Ruggero DRUETTA

Université de Turin

L’énonciation parodique : le masque et le calque

D’un point de vue textuel, la parodie est une pratique consistant en la mimesis déformante d’un hypotexte plus ou moins reconnaissable, ou d’un genre textuel fortement codé et servant de modèle, dans un but ludique, se doublant éventuellement d’une finalité de moquerie ou de critique (Druetta, 2020). Il en découle la double polarité de la parodie et son intérêt pour l’analyse linguistique. Côté pile, on trouve l’aspect mimétique, imitatif, le calque du parodié, que Golopentia-Eretescu (1984) qualifie de composante monstrative de la parodie. Cela concerne d’abord l’observation, puis la sélection, la reproduction et la mise en saillance (Inkova, 2011) d’éléments contribuant à l’identification de la cible. Les éléments visés appartiennent aux différents niveaux d’analyse linguistique, puisqu’ils vont des particularités phonétiques et prosodiques à la récurrence de certains éléments lexicaux ou de certaines tournures syntaxiques, textuelles et thématiques, auxquelles on pourra ajouter la composante gestuelle, le schéma corporel et la tenue vestimentaire, ainsi que, parfois, les données environnementales ou certains objets emblématiques liés à la cible de la parodie. Cette opération d’essentialisation est nécessaire à la prototypicalisation de la cible et présente donc un intérêt certain pour le linguiste qui envisage le continuum langagier en termes de traits différentiels.

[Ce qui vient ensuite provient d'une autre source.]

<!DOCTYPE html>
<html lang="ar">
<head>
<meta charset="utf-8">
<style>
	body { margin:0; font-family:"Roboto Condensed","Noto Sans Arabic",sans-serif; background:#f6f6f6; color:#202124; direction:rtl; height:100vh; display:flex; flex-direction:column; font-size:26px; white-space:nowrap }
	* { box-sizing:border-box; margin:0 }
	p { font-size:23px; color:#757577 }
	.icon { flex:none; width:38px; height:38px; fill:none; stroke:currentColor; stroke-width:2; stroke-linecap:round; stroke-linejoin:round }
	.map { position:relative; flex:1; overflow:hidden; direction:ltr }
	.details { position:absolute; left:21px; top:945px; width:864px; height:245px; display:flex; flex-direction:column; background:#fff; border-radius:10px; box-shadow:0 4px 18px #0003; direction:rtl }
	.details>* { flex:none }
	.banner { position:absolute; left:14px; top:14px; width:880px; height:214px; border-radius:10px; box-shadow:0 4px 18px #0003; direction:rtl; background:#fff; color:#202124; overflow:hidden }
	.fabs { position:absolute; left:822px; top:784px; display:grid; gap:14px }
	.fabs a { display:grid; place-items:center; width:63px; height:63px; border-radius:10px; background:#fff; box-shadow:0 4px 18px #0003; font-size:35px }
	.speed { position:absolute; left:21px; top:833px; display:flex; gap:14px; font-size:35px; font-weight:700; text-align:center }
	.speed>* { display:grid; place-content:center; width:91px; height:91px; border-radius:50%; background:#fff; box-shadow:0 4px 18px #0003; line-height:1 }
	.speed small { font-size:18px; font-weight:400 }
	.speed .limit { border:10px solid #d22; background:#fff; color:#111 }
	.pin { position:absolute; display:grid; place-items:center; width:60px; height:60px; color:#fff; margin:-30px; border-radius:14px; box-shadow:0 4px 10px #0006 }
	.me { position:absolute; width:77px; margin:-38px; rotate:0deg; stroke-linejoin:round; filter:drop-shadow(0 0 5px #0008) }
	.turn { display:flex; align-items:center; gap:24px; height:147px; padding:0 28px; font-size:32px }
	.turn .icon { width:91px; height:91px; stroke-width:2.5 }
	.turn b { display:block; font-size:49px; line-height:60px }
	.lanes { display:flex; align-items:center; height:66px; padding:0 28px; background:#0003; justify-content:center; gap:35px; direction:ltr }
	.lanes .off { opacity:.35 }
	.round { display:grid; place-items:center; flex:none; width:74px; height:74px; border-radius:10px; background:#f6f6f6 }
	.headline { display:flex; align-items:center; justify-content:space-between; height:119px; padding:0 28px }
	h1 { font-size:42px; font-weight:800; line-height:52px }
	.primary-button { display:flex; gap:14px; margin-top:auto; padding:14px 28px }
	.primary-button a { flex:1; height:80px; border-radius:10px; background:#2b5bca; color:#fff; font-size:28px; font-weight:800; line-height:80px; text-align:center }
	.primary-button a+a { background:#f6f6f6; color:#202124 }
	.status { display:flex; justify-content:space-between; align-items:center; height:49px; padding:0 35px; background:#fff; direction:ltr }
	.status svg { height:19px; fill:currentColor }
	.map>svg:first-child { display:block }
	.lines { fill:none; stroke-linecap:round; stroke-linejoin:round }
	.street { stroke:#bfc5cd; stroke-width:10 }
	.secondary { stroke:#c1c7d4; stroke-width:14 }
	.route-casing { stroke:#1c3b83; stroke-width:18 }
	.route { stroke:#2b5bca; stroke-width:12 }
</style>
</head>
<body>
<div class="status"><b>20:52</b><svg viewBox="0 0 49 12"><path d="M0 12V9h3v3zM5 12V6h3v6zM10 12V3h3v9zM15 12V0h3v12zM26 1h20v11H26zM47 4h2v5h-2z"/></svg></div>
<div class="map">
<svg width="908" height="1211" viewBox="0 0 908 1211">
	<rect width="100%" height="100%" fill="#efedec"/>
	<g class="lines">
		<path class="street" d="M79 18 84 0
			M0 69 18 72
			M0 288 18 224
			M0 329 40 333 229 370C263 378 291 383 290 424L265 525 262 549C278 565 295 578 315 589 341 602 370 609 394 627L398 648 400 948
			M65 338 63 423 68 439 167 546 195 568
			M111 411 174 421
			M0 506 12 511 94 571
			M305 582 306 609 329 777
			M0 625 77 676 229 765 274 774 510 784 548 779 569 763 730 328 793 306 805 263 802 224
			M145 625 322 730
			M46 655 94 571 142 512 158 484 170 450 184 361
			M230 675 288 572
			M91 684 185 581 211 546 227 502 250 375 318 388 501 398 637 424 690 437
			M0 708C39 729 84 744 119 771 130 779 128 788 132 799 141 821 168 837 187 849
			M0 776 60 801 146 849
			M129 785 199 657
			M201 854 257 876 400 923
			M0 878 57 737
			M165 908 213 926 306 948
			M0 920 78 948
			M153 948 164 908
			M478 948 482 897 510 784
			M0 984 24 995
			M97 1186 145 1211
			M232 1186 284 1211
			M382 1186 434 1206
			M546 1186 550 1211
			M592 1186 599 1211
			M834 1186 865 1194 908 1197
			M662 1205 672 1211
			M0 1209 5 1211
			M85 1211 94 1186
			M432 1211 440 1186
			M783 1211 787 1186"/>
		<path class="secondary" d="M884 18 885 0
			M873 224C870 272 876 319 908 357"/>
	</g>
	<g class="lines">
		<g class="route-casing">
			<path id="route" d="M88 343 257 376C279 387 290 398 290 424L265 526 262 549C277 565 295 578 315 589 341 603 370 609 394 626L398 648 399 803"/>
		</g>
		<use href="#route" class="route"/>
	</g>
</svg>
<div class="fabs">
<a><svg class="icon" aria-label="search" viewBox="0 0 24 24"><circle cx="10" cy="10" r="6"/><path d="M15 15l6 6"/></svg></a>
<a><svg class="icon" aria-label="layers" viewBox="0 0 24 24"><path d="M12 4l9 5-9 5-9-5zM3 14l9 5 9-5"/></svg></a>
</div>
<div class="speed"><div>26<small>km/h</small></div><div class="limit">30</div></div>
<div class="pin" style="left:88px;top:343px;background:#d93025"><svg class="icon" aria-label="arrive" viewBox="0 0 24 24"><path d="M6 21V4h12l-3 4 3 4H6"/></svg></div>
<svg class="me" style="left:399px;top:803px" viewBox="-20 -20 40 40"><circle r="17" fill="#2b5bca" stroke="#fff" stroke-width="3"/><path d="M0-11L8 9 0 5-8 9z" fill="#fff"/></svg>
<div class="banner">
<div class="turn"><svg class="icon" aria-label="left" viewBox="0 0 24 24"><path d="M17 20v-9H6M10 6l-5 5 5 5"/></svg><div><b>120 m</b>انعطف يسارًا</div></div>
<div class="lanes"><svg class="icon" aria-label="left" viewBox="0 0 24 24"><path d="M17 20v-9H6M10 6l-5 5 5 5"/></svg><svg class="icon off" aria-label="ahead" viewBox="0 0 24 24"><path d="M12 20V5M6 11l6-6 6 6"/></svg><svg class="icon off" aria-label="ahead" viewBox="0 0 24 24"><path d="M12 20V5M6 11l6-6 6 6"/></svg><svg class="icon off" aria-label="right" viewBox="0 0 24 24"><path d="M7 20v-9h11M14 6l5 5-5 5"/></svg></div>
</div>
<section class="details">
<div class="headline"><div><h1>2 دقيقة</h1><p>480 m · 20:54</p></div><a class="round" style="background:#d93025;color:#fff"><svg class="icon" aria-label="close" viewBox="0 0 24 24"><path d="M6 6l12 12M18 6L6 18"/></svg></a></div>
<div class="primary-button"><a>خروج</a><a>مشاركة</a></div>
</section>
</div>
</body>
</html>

Côté face, on rencontre le masque, l’aspect de la déformation de l’hypotexte et la finalité pragmatique perlocutoire de susciter le rire ou la distanciation critique. Dans ce cas, les aspects visés par l’analyse sont, d’une part, les procédés de déformation et d’amplification et, d’autre part, les mécanismes dialogiques (interdiscursifs et interlocutifs) et les postures énonciatives (Rabatel, 2012) mis en jeu par l’énonciation parodique pour parvenir à ses fins.

L’analyse que nous proposons de présenter, à partir du travail de quelques artistes contemporains (Laurent Gerra, Nicolas Canteloup, Gad Elmaleh, Elie Kakou, Noëlle Perna, Anne Roumanoff) nous permettra de présenter les deux aspects envisagés à travers une variété de cibles parodiques allant de la personnalité individuelle au groupe social et jusqu’au texte littéraire, et de montrer que ces productions se différencient principalement par le dosage respectif de la mimesis et de la déformation.

Références

DRUETTA, Ruggero, (2020), « La parodie : un genre discursif révélateur de l’imbrication identité singulière-identité collective », in PAISSA Paola, KOREN Roselyne (éds), Du singulier au collectif, Berne, Peter Lang.

GOLOPENTIA-ERETESCU, Sanda [1984] « La parole et la feinte » in Dire la Parodie, Colloque de Cerisy, Thomson Clive et Pagès Alain éditeurs - Peter Lang.

INKOVA, Olga (dir), 2011, Saillance. Aspects linguistiques et communicatifs de la mise en évidence dans un texte, Volume 1, Besançon, Presses de l’Université de Franche-Comté, 2011

RABATEL, Alain, 2012, « Positions, positionnements et postures de l’énonciateur », TRANEL, Travaux Neuchâtelois de Linguistique, 56, p.23-42.